Lab 4
Combining Datasets
In this lab you will learn how to combine multiple datasets into a new dataset.
This is useful when you have multiple sources of data about the same subject. For example, you may have zipcode house price data from Zillow and zipcode demographics from the Census and you want to combine them.
You will also learn how to save a modified dataset for future use.
Preparation
Before starting the lab, you should download these files from Canvas and upload them to your R Studio Cloud files directory.
IPUMS_ACS2019_CA_1.csv
- Contains basic geographic and demographic information for people in California in 2019
IPUMS_ACS2019_CA_2.csv
- Contains additional education and occupational information for people in California in 2019
IPUMS_ACS2014_CA_1.csv
- Contains basic geographic and demographic information for people in California in 2014
IPUMS_ACS2014_CA_2.csv
- Contains additional education and occupational information for people in California in 2014
You’ll also need to have dplyr
installed. If you did the previous lab successfully, dplyr
should already be installed in your R Studio Cloud workspace. If it is not, follow the instructions here
Instructions
Follow along as I show the class how to conduct today’s lab. If you followed along correctly, you should end up with two scripts.
The first script does the following:
- Clear the workspace and load the required libraries.
- Read the two 2014 CSV files into dataframes, then merge them into a single 2014 dataframe.

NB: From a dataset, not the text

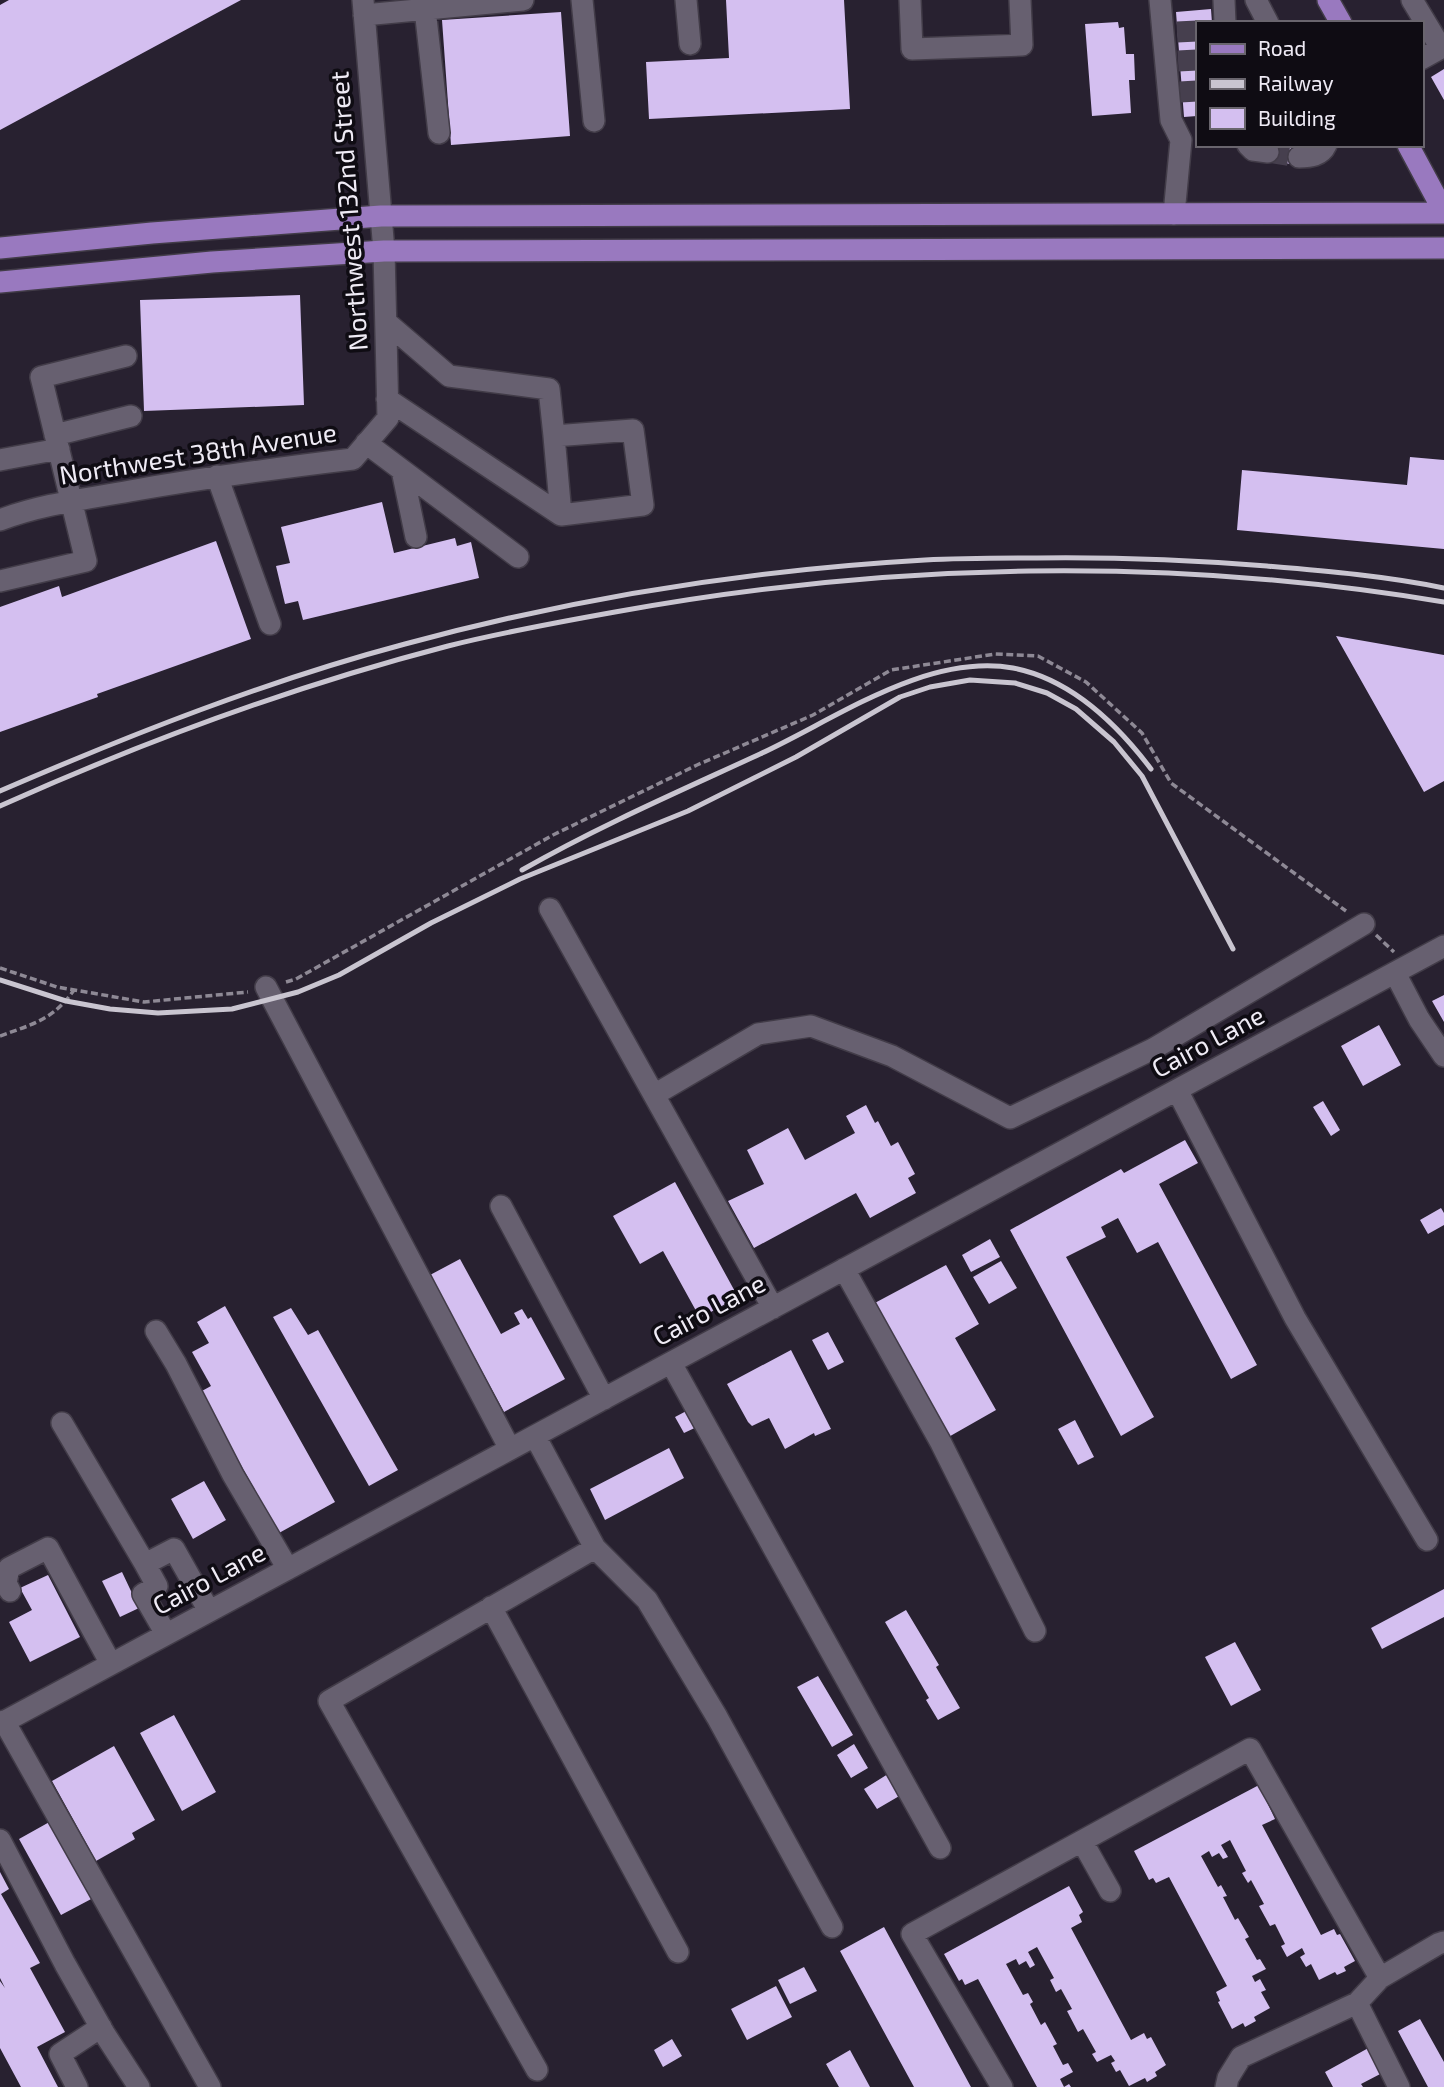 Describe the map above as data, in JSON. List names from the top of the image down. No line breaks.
{"streets":{"street":["Northwest 132nd Street","Northwest 38th Avenue","Cairo Lane"]},"crossings":[["Northwest 132nd Street","Northwest 38th Avenue"]],"legend":["Road","Railway","Building"]}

- Read the two 2019 CSV files into dataframes, then merge them into a single 2019 dataframe.
- Append the 2014 and 2019 dataframes together.
- Save the resulting dataframe into a CSV file called
IPUMS_ACS_CA_2014_2019.csv
.
The second script does the following:
- Loads
IPUMS_ACS_CA_2014_2019.csv
, which you created in the first script. - Calculates the total population, by county and year.
- Calculates the percent of people aged 25+ with 4+ years of college education, by county and year.
- Create a single county-by-year dataframe that contains information about the total population and the percent of people aged 25+ with 4+ years of college education in each county/year.
Script 1: Create and save a combined dataset
rm(list=ls()) # Clear the workspace
library(dplyr) # Load the packages
#(If dplyr is not installed, run install.packages("dplyr") from the console first)
# Read the 2014 CSV files and merge them
df_2014_1 <- read.csv("IPUMS_ACS2014_CA_1.csv")
df_2014_2 <- read.csv("IPUMS_ACS2014_CA_2.csv")
df2014 <- inner_join(df_2014_1, df_2014_2, by=c("YEAR","SERIAL","PERNUM"))
# Read the 2019 CSV files and merge them
df_2019_1 <- read.csv("IPUMS_ACS2019_CA_1.csv")
df_2019_2 <- read.csv("IPUMS_ACS2019_CA_2.csv")
df2019 <- inner_join(df_2019_1, df_2019_2, by=c("YEAR","SERIAL","PERNUM"))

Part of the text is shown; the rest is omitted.